ALBUQUERQUE, N.M. – Sandia National Laboratories recently launched a bus to the space. Not the type with wheels that go round and round, but the type of device that connects electronic devices (USB cable, which is short for "general serial bus," is one common example) t ).
The bus was one of 16 experiments on board two sounding rocket launches launched as part of the Ministry of National Nuclear Security's SHOT HOT program, which carries out experiments and scientific tests developing rocket technologies without switching off. The appropriate flights were held on April 23 and April 24 at the Kauai Test Facility in Hawaii.
The pair of flights showed an increase in the temperature of the program.
"The Sandia team succeeded in developing, manufacturing, and launching two different payloads in less than 11 months," said Nick Leathe, who oversaw the development of the payload. The last SHOT HOT plane – a single rocket launched in May 2018 – took 16 months to develop.
Sandia, Lawrence Livermore National Laboratory, Kansas City National Security Campus, and the Atomic Weapons Institute based on K. provided experiments for this series of HOT SHOTs.
The rockets also included several improvements over the previous one launched last year, including new sensors to measure pressure, temperature and acceleration. These additions gave researchers more detail about the conditions their experiments faced when traveling through the atmosphere.
The experimental bus was tested, for example, to find out whether components would be robust enough to operate during a rocket launch. The new technology was designed specifically for the distribution of power in national security applications and could make another electronic easier to upgrade. It includes semiconductors developed by Sandia and it was made to withstand intense radiation.
Sandia is planning another pair of launches in August. The name HOT SHOT comes from the term "high operating tempo," which refers to the relatively high frequency of flights. A fast flight schedule allows scientists and engineers to perform multiple tests in a highly specialized test environment in a quick sequence.

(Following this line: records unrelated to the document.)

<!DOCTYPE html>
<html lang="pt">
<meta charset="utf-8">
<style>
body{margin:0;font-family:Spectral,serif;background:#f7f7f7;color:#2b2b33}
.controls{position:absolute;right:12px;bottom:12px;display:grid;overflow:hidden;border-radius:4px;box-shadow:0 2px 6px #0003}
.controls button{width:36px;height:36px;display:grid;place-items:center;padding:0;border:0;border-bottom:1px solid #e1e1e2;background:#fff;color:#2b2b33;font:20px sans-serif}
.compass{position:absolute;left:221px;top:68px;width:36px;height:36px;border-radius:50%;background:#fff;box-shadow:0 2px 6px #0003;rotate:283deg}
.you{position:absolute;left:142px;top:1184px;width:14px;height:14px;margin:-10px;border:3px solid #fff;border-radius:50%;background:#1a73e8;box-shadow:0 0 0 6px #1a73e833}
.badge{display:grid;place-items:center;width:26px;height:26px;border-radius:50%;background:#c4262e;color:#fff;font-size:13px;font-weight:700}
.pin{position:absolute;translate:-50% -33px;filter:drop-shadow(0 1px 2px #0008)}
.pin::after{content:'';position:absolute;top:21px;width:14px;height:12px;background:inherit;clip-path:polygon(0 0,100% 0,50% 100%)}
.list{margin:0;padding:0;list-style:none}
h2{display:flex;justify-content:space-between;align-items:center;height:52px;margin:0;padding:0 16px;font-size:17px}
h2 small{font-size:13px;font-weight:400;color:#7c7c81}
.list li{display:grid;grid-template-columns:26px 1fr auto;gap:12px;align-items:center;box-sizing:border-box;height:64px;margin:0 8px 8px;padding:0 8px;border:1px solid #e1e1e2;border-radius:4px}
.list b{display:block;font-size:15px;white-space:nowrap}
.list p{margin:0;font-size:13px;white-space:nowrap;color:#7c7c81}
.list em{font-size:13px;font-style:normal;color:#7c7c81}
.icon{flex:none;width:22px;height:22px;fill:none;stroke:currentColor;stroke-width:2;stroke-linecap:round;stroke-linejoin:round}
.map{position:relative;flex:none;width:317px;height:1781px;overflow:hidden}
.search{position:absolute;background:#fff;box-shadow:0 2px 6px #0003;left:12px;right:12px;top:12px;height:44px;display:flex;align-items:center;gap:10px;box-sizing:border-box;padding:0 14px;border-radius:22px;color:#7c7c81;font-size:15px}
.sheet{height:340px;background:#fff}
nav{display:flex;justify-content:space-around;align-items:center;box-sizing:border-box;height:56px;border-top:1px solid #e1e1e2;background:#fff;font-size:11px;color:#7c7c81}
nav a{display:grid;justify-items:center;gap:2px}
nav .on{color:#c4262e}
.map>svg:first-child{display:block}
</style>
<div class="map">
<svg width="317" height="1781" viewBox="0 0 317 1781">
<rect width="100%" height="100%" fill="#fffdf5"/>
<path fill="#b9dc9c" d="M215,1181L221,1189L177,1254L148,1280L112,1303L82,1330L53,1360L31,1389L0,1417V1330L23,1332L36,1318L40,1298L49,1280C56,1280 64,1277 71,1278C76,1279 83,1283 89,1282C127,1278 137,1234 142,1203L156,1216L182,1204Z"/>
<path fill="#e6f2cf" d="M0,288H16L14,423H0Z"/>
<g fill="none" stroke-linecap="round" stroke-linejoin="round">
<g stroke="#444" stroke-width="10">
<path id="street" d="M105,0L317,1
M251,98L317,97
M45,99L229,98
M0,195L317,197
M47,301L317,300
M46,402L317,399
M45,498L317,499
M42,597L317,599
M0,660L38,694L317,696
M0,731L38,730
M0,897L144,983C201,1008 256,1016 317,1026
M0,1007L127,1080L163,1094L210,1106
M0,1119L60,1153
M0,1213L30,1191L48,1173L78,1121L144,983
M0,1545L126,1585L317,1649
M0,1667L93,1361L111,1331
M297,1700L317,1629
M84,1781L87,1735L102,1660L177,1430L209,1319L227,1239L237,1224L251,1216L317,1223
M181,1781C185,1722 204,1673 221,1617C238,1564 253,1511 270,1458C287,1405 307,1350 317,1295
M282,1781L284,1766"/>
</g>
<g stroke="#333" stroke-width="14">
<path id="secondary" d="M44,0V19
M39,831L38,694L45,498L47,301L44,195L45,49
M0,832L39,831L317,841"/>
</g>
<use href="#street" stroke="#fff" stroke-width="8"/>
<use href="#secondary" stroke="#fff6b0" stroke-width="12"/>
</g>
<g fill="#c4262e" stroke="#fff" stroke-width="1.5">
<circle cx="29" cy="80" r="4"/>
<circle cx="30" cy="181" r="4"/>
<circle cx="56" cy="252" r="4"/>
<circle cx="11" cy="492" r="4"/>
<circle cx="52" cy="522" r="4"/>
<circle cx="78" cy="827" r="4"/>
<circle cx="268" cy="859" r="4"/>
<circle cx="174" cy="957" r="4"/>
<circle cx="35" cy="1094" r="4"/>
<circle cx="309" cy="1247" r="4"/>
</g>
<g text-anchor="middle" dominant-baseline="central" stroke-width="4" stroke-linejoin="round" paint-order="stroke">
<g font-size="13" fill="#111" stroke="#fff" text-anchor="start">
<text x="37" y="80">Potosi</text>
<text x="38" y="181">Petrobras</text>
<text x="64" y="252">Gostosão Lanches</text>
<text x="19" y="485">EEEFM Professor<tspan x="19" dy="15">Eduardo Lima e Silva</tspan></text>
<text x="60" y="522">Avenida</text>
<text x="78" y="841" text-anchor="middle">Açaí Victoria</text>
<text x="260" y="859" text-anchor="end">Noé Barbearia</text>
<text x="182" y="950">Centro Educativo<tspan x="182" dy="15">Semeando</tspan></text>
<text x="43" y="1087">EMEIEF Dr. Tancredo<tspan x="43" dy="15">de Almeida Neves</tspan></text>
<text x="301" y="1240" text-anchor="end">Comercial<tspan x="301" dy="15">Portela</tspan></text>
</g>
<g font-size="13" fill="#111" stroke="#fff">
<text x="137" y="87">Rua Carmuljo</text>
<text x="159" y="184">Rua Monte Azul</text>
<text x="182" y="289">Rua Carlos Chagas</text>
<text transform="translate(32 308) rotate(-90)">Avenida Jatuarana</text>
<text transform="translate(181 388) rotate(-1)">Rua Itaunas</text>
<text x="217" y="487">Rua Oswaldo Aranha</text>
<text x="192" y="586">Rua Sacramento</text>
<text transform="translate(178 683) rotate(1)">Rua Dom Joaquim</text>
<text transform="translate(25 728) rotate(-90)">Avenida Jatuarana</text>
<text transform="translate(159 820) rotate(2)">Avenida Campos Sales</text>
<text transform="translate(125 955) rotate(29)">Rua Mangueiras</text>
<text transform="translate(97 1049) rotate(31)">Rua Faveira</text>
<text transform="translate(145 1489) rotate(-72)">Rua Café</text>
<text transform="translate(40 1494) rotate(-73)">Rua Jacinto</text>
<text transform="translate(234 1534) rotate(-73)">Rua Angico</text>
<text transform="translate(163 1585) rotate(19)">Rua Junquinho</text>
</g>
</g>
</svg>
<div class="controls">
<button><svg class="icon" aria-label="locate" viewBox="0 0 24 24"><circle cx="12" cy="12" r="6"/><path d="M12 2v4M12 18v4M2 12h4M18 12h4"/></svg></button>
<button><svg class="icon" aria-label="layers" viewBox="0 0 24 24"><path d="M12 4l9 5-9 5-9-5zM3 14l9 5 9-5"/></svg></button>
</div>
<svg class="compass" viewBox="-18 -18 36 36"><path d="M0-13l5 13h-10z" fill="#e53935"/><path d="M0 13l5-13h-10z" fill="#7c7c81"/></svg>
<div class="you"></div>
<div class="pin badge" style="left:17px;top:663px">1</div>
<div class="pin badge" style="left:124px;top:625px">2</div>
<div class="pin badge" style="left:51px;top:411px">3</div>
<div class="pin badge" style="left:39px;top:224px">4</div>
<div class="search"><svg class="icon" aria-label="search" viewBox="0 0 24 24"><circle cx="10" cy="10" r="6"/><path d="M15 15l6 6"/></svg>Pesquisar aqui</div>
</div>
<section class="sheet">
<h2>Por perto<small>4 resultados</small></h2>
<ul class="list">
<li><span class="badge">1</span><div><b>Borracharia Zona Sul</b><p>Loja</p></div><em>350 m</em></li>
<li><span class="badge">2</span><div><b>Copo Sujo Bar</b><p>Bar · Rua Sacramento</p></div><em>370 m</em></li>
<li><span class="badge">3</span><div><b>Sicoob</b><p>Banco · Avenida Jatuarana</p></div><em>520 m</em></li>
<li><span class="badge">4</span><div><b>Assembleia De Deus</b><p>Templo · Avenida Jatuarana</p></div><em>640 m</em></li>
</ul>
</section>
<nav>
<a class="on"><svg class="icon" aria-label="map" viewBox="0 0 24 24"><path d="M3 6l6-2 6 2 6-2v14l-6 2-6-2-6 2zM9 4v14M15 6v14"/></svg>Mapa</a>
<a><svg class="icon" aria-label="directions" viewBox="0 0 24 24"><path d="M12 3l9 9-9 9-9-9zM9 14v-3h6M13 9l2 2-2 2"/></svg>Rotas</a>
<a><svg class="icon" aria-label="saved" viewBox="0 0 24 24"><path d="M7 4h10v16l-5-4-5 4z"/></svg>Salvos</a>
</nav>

For the recent flight tests, one Sandia team prepared two experiments, one for each flight, to observe in different ways the dramatic temperature and the pressure swings that are normal in archery but difficult are reproduced on the ground. The researchers aim to improve software that models these conditions for national security applications, and they now analyze the flight data for discrepancies between what they observed and what their software anticipated. Differences could lead to scientific insights that would help to refine the program.
Some experiments also studied possible further improvements for HOT SHOT itself, including additional manufactured parts that could be incorporated into future rockets and measuring instruments that measure rocket vibration.
The rockets sounded to reach a height of about 1.2 million feet and to fly about 220 nautical miles down to the Pacific Ocean. Sandia uses refurbished rocket machines, making these tests more economical than conventional flight tests common to the end of technology development.
The HOT SHOT program enables faster learning cycles for engineers and experimenters. "Our goal is to take a 10 year process to cut it to three years without losing quality in the technologies resulting from this. HOT SHOT is the first step to that direction," said Todd Hughes, NNSA HOT SHOT Federal Program Manager.
Sandia National Laboratories is a multi-motoring laboratory operated by Sandia LLC National Technology and Engineering Solutions, a wholly owned subsidiary of Honeywell International Inc., for the National Nuclear Security Administration Department. Energy Department Energy. Sandia Labs has major research and development responsibilities in nuclear prevention, global security, defense, energy technologies and economic competitiveness, with the main facilities in Albuquerque, New Mexico, and Livermore, California.